┌──

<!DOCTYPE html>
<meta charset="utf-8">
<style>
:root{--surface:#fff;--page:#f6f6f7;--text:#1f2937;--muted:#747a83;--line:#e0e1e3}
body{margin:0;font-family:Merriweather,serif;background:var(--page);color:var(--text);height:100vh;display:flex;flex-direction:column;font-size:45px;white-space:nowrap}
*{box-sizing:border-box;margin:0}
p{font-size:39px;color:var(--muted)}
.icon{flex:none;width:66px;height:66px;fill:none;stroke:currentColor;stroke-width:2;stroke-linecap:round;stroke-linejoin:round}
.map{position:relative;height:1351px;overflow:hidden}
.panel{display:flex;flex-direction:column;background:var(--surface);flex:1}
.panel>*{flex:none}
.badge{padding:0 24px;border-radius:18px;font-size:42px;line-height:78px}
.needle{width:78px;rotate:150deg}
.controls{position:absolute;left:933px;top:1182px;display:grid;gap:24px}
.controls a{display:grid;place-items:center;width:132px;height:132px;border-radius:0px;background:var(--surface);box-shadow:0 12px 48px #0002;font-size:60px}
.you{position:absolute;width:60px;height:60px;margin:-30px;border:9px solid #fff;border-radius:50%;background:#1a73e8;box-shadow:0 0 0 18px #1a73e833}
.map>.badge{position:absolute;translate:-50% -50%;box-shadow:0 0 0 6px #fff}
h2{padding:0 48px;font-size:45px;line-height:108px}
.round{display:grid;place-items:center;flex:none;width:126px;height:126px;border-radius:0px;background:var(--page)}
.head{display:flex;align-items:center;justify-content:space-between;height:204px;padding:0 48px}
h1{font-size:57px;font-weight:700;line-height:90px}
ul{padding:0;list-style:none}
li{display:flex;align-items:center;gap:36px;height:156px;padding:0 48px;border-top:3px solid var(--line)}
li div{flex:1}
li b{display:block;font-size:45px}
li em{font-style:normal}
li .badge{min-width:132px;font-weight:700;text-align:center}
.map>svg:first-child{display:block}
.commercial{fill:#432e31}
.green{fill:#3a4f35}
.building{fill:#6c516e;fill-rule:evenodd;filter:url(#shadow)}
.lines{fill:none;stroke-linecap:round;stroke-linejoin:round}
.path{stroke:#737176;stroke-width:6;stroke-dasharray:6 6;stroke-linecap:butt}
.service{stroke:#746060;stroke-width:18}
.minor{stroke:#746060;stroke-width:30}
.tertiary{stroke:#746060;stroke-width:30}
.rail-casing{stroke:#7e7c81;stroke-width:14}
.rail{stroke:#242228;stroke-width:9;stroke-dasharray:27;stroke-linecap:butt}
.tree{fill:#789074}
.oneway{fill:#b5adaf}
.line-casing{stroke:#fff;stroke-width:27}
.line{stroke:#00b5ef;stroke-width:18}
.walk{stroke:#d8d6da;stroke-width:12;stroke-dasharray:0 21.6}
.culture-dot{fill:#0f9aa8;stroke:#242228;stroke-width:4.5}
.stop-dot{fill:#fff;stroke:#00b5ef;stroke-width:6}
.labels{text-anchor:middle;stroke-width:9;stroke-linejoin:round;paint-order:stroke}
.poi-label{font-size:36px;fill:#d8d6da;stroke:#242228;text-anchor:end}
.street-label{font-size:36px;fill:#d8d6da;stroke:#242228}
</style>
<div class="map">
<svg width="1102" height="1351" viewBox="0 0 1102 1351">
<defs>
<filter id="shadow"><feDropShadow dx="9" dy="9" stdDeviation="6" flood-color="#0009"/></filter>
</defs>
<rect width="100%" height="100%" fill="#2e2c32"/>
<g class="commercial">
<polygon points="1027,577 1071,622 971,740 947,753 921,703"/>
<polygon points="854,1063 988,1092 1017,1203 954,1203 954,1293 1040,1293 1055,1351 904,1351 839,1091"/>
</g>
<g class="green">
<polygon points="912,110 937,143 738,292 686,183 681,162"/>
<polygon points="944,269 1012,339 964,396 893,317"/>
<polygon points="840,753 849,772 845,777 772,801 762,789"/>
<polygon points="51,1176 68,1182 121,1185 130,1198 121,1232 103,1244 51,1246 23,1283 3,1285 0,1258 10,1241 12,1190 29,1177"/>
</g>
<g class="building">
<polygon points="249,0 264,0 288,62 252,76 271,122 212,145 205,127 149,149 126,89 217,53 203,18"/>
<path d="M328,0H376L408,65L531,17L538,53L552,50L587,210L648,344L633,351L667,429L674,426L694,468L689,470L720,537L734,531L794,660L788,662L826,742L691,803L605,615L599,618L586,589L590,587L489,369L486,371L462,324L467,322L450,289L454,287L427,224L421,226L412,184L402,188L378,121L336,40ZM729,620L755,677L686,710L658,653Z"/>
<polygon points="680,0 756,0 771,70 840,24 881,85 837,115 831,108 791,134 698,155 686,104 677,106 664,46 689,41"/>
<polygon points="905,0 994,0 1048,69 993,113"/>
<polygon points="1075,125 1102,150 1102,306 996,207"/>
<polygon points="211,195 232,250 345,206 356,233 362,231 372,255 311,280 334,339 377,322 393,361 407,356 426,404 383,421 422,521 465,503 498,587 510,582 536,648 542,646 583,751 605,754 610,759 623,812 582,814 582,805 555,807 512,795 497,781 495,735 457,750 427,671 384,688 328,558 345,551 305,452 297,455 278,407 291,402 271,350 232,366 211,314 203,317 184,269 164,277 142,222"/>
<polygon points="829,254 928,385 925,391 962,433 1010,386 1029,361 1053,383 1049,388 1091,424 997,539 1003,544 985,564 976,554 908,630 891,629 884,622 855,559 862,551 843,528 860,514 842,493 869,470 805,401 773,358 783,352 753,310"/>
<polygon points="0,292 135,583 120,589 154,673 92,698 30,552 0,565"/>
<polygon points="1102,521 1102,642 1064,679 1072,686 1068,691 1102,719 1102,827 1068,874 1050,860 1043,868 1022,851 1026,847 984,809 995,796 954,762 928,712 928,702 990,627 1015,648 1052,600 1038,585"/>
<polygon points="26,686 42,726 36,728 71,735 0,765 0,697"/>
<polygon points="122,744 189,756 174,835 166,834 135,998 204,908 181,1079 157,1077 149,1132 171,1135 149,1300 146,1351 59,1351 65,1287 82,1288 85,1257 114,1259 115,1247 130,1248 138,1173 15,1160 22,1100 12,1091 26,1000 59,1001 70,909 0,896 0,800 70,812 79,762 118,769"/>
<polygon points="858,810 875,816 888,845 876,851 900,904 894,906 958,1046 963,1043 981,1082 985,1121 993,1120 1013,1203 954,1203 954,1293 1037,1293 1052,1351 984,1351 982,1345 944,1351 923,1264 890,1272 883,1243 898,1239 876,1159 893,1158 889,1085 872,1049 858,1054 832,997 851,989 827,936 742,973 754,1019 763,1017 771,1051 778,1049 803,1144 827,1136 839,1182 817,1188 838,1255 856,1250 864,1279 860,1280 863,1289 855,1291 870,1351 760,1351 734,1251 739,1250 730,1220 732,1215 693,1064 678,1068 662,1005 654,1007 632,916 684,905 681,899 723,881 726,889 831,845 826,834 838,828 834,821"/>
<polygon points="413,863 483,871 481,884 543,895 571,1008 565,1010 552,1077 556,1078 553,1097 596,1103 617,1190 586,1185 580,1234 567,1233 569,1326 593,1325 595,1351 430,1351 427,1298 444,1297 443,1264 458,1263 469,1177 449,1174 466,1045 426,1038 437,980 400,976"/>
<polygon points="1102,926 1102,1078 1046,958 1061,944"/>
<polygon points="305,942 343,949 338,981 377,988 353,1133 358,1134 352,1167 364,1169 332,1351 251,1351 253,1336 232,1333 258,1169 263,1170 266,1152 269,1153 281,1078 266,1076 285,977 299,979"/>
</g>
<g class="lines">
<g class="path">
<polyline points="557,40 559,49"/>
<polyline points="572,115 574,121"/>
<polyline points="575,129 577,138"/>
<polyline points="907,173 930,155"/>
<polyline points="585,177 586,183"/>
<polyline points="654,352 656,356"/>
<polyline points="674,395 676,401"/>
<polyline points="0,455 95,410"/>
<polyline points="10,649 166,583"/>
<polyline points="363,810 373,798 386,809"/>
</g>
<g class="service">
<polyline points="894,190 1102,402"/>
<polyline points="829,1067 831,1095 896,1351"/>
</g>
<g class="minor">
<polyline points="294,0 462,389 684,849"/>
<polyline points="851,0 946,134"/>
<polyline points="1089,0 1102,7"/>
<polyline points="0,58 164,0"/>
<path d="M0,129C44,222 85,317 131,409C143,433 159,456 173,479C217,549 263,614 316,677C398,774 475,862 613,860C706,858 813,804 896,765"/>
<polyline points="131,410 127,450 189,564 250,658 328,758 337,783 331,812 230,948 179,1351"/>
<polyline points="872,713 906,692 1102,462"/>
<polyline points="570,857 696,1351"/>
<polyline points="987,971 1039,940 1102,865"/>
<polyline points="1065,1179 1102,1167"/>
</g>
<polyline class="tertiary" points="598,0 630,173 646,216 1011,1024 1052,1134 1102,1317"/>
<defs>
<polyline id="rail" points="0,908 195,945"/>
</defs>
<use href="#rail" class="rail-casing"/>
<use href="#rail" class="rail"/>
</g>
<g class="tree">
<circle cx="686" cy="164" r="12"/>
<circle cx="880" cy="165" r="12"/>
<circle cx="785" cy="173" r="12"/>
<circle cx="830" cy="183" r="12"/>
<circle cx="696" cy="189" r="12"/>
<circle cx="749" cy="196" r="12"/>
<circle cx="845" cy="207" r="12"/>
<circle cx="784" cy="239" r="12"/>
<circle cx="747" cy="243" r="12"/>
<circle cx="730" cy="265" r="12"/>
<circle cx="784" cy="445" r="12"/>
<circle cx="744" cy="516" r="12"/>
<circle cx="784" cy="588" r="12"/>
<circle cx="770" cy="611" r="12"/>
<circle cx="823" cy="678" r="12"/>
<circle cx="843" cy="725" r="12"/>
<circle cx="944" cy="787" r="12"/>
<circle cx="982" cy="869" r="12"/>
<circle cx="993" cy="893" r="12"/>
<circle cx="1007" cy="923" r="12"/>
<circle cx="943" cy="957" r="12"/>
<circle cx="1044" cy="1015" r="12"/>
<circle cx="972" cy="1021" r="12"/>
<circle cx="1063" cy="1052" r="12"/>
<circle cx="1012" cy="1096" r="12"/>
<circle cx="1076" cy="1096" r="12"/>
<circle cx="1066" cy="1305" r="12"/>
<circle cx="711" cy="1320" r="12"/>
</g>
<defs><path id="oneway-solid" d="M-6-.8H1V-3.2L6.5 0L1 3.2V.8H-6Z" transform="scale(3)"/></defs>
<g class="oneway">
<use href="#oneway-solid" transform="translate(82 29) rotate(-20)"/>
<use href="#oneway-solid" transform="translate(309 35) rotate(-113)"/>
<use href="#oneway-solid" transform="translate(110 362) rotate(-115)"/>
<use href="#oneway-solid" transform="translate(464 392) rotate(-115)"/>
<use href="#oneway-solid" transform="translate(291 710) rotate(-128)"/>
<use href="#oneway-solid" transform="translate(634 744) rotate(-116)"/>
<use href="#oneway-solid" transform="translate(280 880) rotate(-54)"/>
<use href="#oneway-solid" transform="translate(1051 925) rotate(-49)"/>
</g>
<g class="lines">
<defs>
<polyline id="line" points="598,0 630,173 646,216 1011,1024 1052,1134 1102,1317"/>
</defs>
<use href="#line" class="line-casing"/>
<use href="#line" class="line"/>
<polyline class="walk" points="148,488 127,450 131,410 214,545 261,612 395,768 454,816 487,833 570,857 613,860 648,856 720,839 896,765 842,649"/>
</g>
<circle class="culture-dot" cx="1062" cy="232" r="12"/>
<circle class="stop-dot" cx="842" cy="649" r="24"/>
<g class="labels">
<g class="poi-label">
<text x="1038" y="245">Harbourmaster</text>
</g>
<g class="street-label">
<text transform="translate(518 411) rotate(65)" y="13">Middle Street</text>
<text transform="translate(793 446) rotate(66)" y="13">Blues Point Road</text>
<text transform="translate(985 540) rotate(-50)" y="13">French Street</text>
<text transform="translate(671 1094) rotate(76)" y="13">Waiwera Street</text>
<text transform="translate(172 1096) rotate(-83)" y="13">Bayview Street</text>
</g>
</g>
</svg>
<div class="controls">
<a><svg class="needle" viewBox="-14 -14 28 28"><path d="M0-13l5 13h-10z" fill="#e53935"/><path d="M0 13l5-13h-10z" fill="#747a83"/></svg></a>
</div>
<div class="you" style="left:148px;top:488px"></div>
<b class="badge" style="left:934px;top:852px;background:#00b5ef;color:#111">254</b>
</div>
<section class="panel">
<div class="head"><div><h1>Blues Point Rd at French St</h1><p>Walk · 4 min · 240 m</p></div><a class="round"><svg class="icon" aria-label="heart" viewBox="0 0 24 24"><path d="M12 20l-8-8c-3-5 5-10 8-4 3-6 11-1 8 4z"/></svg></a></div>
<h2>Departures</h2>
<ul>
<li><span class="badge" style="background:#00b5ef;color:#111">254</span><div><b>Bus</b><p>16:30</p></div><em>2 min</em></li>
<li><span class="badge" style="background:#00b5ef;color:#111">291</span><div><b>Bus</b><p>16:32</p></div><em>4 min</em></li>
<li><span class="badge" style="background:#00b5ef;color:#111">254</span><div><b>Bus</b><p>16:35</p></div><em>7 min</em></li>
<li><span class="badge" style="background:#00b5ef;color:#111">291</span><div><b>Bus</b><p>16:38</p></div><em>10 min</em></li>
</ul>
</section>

└──

▶ [Task prompt]: From the listing above, pick out every line containing "butt".

▶ [Expected output]:
.path{stroke:#737176;stroke-width:6;stroke-dasharray:6 6;stroke-linecap:butt}
.rail{stroke:#242228;stroke-width:9;stroke-dasharray:27;stroke-linecap:butt}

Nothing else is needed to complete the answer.